The Prescription Benefit program at least has the APPEARANCE of being pro-consumer. The Bankruptcy Reform Act (BARF to those of us that deal with consumers) has neither the appearance nor the intent to assist consumers at all. The Bankruptcy Reform Act was political payback for the over $100 MILLION paid by lobbyists to Congressmen on behalf of the credit/bank industry over the last 8 years.

Item 2:

Our daughter brought home her school newsletter Wednesday and I finally read it yesterday. A nice letter from Superintendent Art Rainwater on No Child Left Behind (NCLB). Let me excerpt a couple of pieces:

The recognition of the importance in understanding our children's learning needs through good academic assessment has been a major positive change.

Good, he recognizes the value of actually assessing student performance! But like any good reactionary, no positive can be left without a negative..

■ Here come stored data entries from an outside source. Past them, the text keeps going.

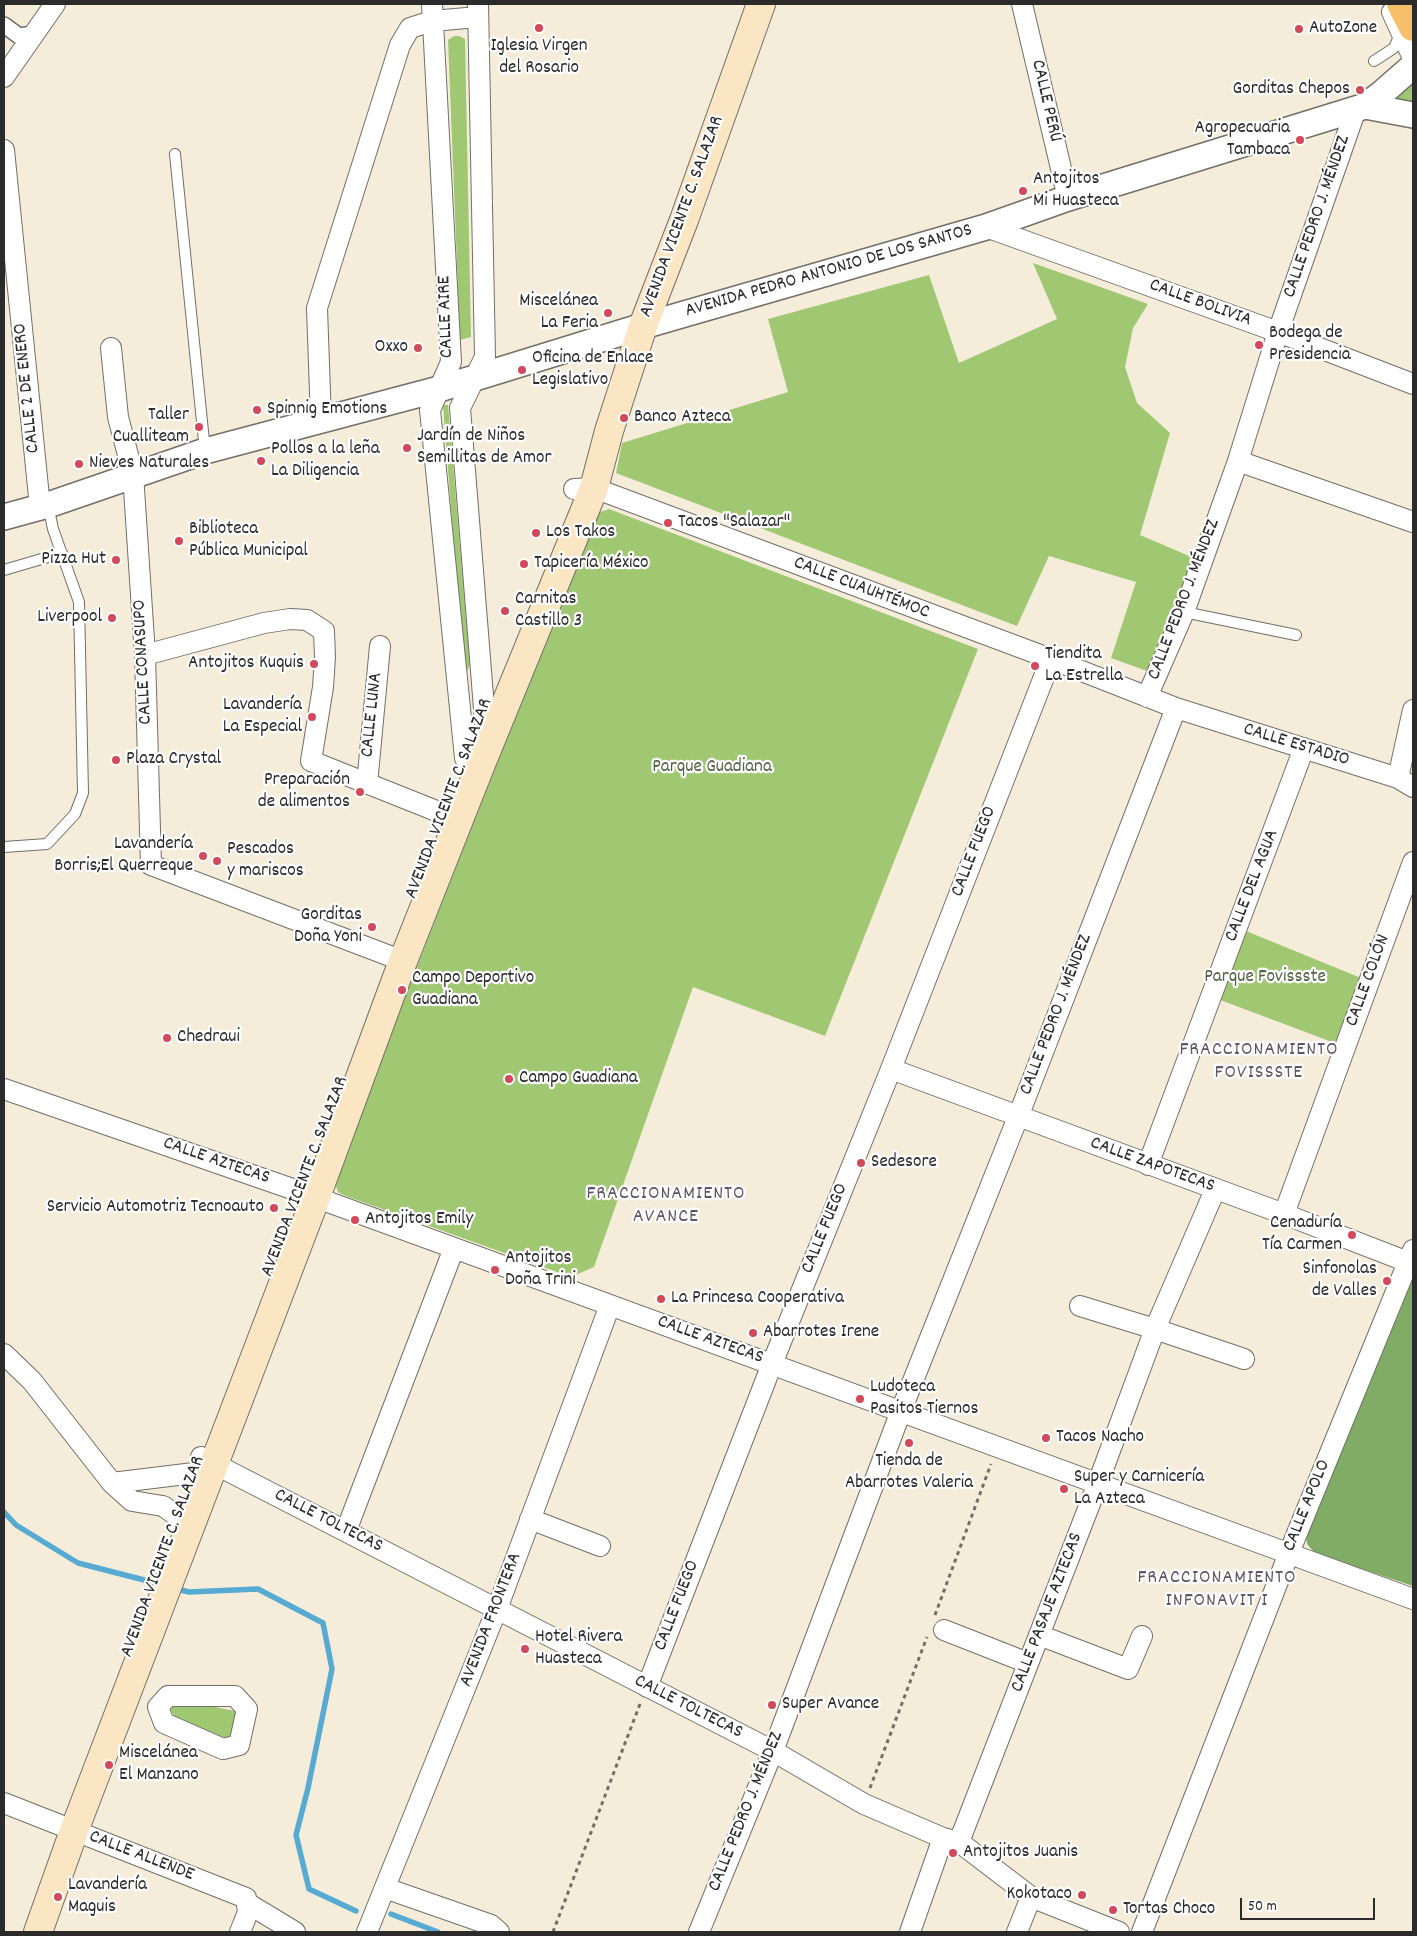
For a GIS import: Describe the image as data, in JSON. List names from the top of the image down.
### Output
{
  "streets": {
    "main road": ["AVENIDA VICENTE C. SALAZAR"],
    "street": [
      "CALLE PERÚ",
      "CALLE PEDRO J. MÉNDEZ",
      "AVENIDA PEDRO ANTONIO DE LOS SANTOS",
      "CALLE BOLIVIA",
      "CALLE AIRE",
      "CALLE 2 DE ENERO",
      "CALLE CUAUHTÉMOC",
      "CALLE CONASUPO",
      "CALLE LUNA",
      "CALLE ESTADIO",
      "CALLE FUEGO",
      "CALLE DEL AGUA",
      "CALLE COLÓN",
      "CALLE AZTECAS",
      "CALLE ZAPOTECAS",
      "CALLE APOLO",
      "CALLE TOLTECAS",
      "CALLE PASAJE AZTECAS",
      "AVENIDA FRONTERA",
      "CALLE ALLENDE"
    ]
  },
  "crossings": [
    ["CALLE PERÚ", "AVENIDA PEDRO ANTONIO DE LOS SANTOS"],
    ["AVENIDA VICENTE C. SALAZAR", "AVENIDA PEDRO ANTONIO DE LOS SANTOS"],
    ["AVENIDA VICENTE C. SALAZAR", "CALLE AIRE"],
    ["AVENIDA VICENTE C. SALAZAR", "CALLE CUAUHTÉMOC"],
    ["AVENIDA VICENTE C. SALAZAR", "CALLE CONASUPO"],
    ["AVENIDA VICENTE C. SALAZAR", "CALLE AZTECAS"],
    ["AVENIDA VICENTE C. SALAZAR", "CALLE TOLTECAS"],
    ["AVENIDA VICENTE C. SALAZAR", "CALLE ALLENDE"],
    ["CALLE PEDRO J. MÉNDEZ", "AVENIDA PEDRO ANTONIO DE LOS SANTOS"],
    ["CALLE PEDRO J. MÉNDEZ", "CALLE BOLIVIA"],
    ["CALLE PEDRO J. MÉNDEZ", "CALLE CUAUHTÉMOC"],
    ["CALLE PEDRO J. MÉNDEZ", "CALLE ESTADIO"],
    ["CALLE PEDRO J. MÉNDEZ", "CALLE AZTECAS"],
    ["CALLE PEDRO J. MÉNDEZ", "CALLE ZAPOTECAS"],
    ["CALLE PEDRO J. MÉNDEZ", "CALLE TOLTECAS"],
    ["AVENIDA PEDRO ANTONIO DE LOS SANTOS", "CALLE BOLIVIA"],
    ["AVENIDA PEDRO ANTONIO DE LOS SANTOS", "CALLE AIRE"],
    ["AVENIDA PEDRO ANTONIO DE LOS SANTOS", "CALLE 2 DE ENERO"],
    ["AVENIDA PEDRO ANTONIO DE LOS SANTOS", "CALLE CONASUPO"],
    ["CALLE CUAUHTÉMOC", "CALLE FUEGO"],
    ["CALLE ESTADIO", "CALLE DEL AGUA"],
    ["CALLE FUEGO", "CALLE AZTECAS"],
    ["CALLE FUEGO", "CALLE ZAPOTECAS"],
    ["CALLE FUEGO", "CALLE TOLTECAS"],
    ["CALLE DEL AGUA", "CALLE ZAPOTECAS"],
    ["CALLE COLÓN", "CALLE ZAPOTECAS"],
    ["CALLE AZTECAS", "CALLE APOLO"],
    ["CALLE AZTECAS", "CALLE PASAJE AZTECAS"],
    ["CALLE AZTECAS", "AVENIDA FRONTERA"],
    ["CALLE ZAPOTECAS", "CALLE APOLO"],
    ["CALLE ZAPOTECAS", "CALLE PASAJE AZTECAS"],
    ["CALLE TOLTECAS", "CALLE PASAJE AZTECAS"],
    ["CALLE TOLTECAS", "AVENIDA FRONTERA"]
  ],
  "districts": ["FRACCIONAMIENTO FOVISSSTE", "FRACCIONAMIENTO AVANCE", "FRACCIONAMIENTO INFONAVIT I"],
  "parks": ["Parque Guadiana", "Parque Fovissste"],
  "places": [
    "Iglesia Virgen del Rosario",
    "AutoZone",
    "Gorditas Chepos",
    "Agropecuaria Tambaca",
    "Antojitos Mi Huasteca",
    "Miscelánea La Feria",
    "Bodega de Presidencia",
    "Oxxo",
    "Oficina de Enlace Legislativo",
    "Spinnig Emotions",
    "Banco Azteca",
    "Taller Cualliteam",
    "Jardín de Niños Semillitas de Amor",
    "Pollos a la leña La Diligencia",
    "Nieves Naturales",
    "Tacos \"Salazar\"",
    "Los Takos",
    "Biblioteca Pública Municipal",
    "Pizza Hut",
    "Tapicería México",
    "Carnitas Castillo 3",
    "Liverpool",
    "Antojitos Kuquis",
    "Tiendita La Estrella",
    "Lavandería La Especial",
    "Plaza Crystal",
    "Preparación de alimentos",
    "Lavandería Borris;El Querreque",
    "Pescados y mariscos",
    "Gorditas Doña Yoni",
    "Campo Deportivo Guadiana",
    "Chedraui",
    "Campo Guadiana",
    "Sedesore",
    "Servicio Automotriz Tecnoauto",
    "Antojitos Emily",
    "Cenaduría Tía Carmen",
    "Antojitos Doña Trini",
    "Sinfonolas de Valles",
    "La Princesa Cooperativa",
    "Abarrotes Irene",
    "Ludoteca Pasitos Tiernos",
    "Tacos Nacho",
    "Tienda de Abarrotes Valeria",
    "Super y Carnicería La Azteca",
    "Hotel Rivera Huasteca",
    "Super Avance",
    "Miscelánea El Manzano",
    "Antojitos Juanis",
    "Kokotaco",
    "Lavandería Maguis",
    "Tortas Choco"
  ],
  "scale_bar": "50 m"
}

Unfortunately, NCLB uses this very positive educational advance to create a punitive climate for change. Schools will not succeed because of the NCLB strategy of apply sanctions; schools will succeed when:
* the need for change is understood based on clear and convincing data;

Stop there! "when the need for change is understood"? We have a 50% drop out rate from high school and a large percentage of students can not read by 6th grade and there is some question about the need for change????? Continuing:

* well planned staff development provides teachers with "best practice" skills

Wait..."best practice"? Where and when might these best practices be determined? In universities where they teach our teachers to teach? There are no incentives for good teachers to teach well under the current (non-NCLB) system. I will admit that a big part of the problem is the parents that want their little tyke to have positive self-esteem, ability to read be damned. Continuing:

* progress is monitored for improvement

Is not that one of the major points that Rainwater acknowledges earlier? Assessment is a good thing?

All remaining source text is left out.